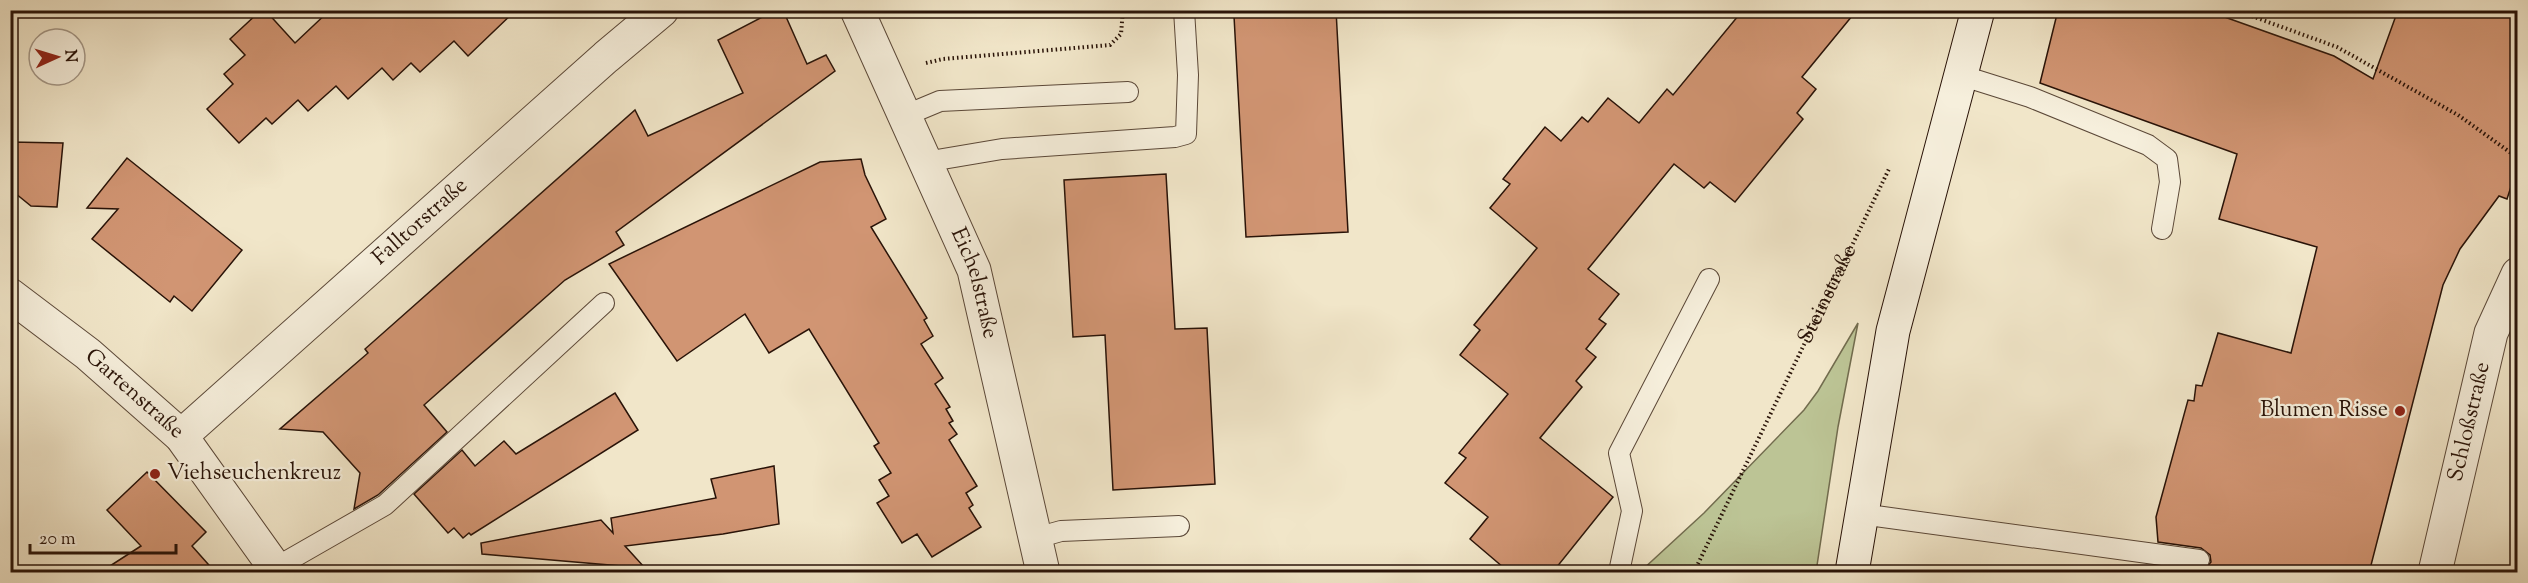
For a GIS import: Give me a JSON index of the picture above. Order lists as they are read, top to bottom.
{
  "streets": {
    "street": [
      "Falltorstraße",
      "Eichelstraße",
      "Gartenstraße",
      "Schloßstraße"
    ],
    "path": ["Steinstraße"]
  },
  "crossings": [
    ["Falltorstraße", "Gartenstraße"]
  ],
  "places": ["Blumen Risse", "Viehseuchenkreuz"],
  "scale_bar": "20 m",
  "north": "right"
}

| Task details |
The records above need to be given again exactly. Omit the pictures.

| Final answer |
For a GIS import: Give me a JSON index of the picture above. Order lists as they are read, top to bottom.
{
  "streets": {
    "street": [
      "Falltorstraße",
      "Eichelstraße",
      "Gartenstraße",
      "Schloßstraße"
    ],
    "path": ["Steinstraße"]
  },
  "crossings": [
    ["Falltorstraße", "Gartenstraße"]
  ],
  "places": ["Blumen Risse", "Viehseuchenkreuz"],
  "scale_bar": "20 m",
  "north": "right"
}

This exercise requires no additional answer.